An artist's conception shows the Upper Atmosphere Research Satellite in orbit.
An artist's conception shows the Upper Atmosphere Research Satellite in orbit. NASA

NASA's 6.5-ton Upper Atmosphere Research Satellite would fall to Earth next week after the end of a productive scientific life.

NASA scientists have been watching the 6-ton satellite closely. The officials on Saturday revised the prediction for its arrival to Sept. 23, give or take a day. The re-entry of the satellite is advancing due to a sharp increase in solar activity since the beginning of this week.

The satellite's current orbit is 155 by 174 miles (250 by 280 kilometers), with an inclination of 57 degrees, NASA said earlier. But the scientists gave an update on Saturday stating that the orbit of UARS was 140 by 155 miles (225 by 250 kilometers) as of Sept. 16.

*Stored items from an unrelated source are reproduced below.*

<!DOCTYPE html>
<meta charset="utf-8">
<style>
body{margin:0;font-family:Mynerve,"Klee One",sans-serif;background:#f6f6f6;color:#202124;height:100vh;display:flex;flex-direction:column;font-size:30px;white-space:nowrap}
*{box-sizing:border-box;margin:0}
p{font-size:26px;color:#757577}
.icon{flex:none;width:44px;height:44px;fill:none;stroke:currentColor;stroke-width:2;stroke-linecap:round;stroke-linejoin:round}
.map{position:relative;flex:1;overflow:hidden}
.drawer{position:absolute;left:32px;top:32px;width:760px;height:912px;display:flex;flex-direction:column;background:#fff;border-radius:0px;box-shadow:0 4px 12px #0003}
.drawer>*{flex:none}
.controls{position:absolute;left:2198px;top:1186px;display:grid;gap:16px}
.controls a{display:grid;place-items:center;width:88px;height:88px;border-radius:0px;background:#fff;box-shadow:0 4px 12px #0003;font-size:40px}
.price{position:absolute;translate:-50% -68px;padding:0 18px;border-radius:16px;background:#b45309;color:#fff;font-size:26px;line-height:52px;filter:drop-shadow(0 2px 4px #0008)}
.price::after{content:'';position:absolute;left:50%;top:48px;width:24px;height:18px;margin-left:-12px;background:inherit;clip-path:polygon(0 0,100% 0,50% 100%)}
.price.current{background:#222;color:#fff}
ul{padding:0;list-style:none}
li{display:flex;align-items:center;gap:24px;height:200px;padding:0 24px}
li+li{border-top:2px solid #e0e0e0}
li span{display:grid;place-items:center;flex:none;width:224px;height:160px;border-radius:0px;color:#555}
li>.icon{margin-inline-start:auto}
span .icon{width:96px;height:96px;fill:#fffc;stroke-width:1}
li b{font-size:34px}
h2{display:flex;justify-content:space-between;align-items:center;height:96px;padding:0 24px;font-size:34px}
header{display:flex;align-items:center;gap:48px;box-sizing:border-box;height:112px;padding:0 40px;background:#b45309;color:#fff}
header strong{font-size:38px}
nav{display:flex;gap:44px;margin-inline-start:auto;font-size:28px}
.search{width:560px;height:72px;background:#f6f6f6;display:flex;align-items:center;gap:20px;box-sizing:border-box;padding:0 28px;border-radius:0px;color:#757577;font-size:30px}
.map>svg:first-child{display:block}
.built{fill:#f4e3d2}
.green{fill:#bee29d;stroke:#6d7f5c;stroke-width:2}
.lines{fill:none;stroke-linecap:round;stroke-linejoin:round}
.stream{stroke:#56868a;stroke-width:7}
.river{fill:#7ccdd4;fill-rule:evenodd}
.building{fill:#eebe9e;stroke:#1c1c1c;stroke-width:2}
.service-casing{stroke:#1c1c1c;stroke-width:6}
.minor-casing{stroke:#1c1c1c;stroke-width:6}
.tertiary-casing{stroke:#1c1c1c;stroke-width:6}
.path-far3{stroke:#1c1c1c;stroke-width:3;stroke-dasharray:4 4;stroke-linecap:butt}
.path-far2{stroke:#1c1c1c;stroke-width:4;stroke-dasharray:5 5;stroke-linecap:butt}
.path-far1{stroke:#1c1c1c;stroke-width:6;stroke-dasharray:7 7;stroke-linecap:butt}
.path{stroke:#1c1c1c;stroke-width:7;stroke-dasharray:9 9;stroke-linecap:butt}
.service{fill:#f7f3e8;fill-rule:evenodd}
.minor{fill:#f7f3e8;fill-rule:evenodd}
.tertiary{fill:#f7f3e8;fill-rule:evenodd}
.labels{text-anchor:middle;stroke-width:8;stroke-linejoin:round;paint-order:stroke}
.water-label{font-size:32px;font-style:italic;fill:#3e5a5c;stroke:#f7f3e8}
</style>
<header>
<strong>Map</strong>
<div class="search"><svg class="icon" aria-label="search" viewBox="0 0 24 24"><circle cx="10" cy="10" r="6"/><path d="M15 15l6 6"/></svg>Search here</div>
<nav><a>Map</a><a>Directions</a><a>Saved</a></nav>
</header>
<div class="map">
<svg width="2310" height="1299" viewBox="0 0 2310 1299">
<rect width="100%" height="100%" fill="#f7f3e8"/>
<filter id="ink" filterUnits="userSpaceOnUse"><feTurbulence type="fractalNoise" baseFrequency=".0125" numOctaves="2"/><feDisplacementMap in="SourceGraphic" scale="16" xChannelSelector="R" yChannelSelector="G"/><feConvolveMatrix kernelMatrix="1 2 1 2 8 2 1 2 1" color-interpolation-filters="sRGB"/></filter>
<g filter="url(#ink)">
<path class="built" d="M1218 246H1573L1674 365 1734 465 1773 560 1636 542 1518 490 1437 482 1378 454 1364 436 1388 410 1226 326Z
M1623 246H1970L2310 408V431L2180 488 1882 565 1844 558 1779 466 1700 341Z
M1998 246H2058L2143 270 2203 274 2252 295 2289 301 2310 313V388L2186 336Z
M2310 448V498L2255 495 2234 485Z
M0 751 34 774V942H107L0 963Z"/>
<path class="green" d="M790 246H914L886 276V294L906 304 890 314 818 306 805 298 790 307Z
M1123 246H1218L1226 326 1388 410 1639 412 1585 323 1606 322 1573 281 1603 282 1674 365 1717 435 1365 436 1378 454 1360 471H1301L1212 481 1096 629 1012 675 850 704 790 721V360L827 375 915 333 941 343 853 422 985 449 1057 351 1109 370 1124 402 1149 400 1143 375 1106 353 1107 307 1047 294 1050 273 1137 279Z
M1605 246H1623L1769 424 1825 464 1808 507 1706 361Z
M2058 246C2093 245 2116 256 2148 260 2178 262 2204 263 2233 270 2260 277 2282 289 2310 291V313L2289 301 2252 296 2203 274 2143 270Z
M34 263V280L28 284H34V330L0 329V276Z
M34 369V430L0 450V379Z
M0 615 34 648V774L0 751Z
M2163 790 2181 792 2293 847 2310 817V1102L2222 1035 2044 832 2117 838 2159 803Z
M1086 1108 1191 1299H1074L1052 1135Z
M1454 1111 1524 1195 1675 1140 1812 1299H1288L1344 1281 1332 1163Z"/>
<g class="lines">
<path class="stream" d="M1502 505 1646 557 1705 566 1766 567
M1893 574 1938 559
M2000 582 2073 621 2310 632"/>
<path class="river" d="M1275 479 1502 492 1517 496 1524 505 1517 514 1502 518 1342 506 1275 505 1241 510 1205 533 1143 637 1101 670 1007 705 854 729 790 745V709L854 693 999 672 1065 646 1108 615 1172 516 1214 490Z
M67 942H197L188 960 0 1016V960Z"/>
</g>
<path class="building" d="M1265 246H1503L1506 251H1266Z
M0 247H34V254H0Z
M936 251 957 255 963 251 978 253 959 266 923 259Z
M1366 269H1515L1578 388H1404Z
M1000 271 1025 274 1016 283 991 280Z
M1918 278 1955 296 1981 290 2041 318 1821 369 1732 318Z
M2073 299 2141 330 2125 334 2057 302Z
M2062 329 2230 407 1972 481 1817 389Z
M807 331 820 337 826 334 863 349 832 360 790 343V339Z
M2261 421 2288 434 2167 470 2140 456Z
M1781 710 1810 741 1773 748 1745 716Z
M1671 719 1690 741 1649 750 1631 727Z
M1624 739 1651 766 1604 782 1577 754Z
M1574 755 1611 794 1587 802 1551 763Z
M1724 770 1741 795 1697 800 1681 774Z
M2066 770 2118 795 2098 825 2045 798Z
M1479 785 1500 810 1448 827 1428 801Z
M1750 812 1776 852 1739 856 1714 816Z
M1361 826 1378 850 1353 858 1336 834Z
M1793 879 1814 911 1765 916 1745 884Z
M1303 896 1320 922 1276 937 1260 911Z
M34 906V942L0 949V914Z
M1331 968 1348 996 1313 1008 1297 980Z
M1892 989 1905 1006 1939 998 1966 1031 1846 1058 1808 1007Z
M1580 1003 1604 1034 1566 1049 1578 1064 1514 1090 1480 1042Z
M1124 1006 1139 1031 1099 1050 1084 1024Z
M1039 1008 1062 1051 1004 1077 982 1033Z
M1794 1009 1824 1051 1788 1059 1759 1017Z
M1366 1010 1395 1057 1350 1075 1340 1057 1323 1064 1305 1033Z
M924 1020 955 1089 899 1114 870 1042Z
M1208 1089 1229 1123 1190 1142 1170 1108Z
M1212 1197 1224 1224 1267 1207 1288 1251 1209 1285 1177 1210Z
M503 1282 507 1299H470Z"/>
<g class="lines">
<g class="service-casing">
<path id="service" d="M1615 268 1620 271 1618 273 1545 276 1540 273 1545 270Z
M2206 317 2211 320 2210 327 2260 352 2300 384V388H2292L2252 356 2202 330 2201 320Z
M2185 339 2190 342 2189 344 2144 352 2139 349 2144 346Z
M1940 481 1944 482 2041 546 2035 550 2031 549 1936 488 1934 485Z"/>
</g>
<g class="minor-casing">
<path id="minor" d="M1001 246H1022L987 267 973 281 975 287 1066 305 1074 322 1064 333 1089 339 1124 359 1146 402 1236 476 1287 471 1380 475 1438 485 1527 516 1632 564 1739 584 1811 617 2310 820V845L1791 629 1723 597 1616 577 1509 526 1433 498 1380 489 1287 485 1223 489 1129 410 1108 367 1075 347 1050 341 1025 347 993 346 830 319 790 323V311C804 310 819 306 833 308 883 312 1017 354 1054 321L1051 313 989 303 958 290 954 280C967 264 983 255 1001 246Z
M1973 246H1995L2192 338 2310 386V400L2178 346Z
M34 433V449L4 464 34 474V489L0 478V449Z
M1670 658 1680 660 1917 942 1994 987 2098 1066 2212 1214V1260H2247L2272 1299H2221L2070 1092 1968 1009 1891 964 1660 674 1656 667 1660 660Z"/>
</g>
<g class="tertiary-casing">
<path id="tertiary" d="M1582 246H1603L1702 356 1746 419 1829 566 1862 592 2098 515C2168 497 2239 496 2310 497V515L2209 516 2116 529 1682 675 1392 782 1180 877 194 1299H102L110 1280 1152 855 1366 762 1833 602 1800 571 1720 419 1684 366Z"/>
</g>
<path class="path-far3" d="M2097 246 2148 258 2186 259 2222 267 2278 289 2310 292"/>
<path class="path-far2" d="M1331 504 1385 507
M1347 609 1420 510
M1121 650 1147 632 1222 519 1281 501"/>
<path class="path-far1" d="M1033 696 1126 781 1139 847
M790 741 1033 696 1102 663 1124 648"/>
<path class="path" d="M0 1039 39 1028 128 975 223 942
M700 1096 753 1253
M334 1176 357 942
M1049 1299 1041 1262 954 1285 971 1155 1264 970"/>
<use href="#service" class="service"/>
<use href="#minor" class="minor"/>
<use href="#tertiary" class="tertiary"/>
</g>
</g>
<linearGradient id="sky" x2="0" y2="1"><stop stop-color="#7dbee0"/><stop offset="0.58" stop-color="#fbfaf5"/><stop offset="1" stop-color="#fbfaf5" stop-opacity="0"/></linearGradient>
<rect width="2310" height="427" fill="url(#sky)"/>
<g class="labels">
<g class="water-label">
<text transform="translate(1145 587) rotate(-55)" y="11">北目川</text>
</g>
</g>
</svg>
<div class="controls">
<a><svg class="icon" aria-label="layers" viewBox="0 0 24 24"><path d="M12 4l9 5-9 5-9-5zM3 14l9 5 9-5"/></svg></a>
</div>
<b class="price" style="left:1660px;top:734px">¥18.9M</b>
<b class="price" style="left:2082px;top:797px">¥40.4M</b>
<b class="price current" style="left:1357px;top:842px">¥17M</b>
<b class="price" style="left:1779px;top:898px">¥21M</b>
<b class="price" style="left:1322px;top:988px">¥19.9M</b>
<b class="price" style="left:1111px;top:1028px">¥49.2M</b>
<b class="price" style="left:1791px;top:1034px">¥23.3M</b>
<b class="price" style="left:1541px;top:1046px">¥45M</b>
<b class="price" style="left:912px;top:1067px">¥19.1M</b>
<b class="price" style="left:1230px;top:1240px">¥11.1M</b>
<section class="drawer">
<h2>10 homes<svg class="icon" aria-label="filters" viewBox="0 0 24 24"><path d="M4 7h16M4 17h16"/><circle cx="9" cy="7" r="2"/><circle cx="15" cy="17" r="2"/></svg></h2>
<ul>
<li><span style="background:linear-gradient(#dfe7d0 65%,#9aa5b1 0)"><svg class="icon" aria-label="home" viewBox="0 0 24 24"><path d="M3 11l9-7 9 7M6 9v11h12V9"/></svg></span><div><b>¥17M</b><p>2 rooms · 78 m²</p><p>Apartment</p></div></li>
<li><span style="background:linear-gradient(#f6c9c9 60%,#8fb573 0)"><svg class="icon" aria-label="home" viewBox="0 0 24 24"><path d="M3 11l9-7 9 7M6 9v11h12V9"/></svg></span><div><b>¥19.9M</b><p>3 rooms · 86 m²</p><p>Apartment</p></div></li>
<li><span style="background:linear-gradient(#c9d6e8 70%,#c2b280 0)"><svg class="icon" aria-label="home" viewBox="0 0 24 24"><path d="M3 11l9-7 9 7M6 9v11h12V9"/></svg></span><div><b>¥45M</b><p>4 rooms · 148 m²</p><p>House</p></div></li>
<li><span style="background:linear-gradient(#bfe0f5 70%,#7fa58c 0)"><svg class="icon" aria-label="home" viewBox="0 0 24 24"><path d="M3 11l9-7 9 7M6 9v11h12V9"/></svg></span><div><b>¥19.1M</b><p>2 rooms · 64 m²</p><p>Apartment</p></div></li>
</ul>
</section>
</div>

The Upper Atmosphere Research Satellite (UARS) is expected to break into 26 large pieces to survive the scorching temperatures of re-entry and reach Earth's surface, according to the Space.com.

According to Space.com, titanium pieces and onboard tanks could be among that debris, but the UARS satellite carries no toxic propellant as NASA used up all the fuel in 2005. NASA has estimated a 1-in-3,200 chance that a satellite part could hit someone. Most of it will burn up after entering the atmosphere.

Only about 1,200 pounds should survive, scattered over perhaps a 500-mile-wide area, NASA said. Pieces of the satellite could land anywhere in the six inhabited continents in a worldwide swath from south of Juneau, Alaska, to just north of the tip of South America as well as the three largest oceans.

The risk to public safety or property is extremely small. Since the beginning of the Space Age in the late-1950s, there have been no confirmed reports of an injury resulting from re-entering space objects not is there a record of significant property damage resulting from a satellite re-entry.

In 2003, thousands of pieces of shattered space shuttle Columbia hit the land of Texas and Louisiana after the spacecraft sustained damage during the launch when a piece of foam insulation the size of a small briefcase broke off from the shuttle external tank under the aerodynamic forces of launch.

Meanwhile, there has been speculation that the UARS satellite re-entry could be similar to that of the 'The Invasion' science fiction horror movie, which is the fourth film adaptation of the 1955 novel 'The Body Snatchers' by 'Jack Finney'.

In the film, an alien life-form, much like a fungus, clings to a space shuttle which crashes to Earth, spreading tainted debris that in turn infects many people, bringing them under the alien life-form's mindless control when they enter rapid eye movement (REM) sleep.

But NASA officials have warned people that If you find something you think may be a piece of UARS, do not touch it. Contact a local law enforcement official for assistance.

UARS was deployed from the shuttle Discovery in 1991 to study Earth's atmosphere and its interactions with the sun. The $750 million mission measured the concentrations and distribution of gases important to ozone depletion, climate change and other atmospheric phenomena.

NASA said readings from UARS provided conclusive evidence that chlorine in the atmosphere, originating from human-produced chlorofluorocarbons, is at the root of the polar ozone hole.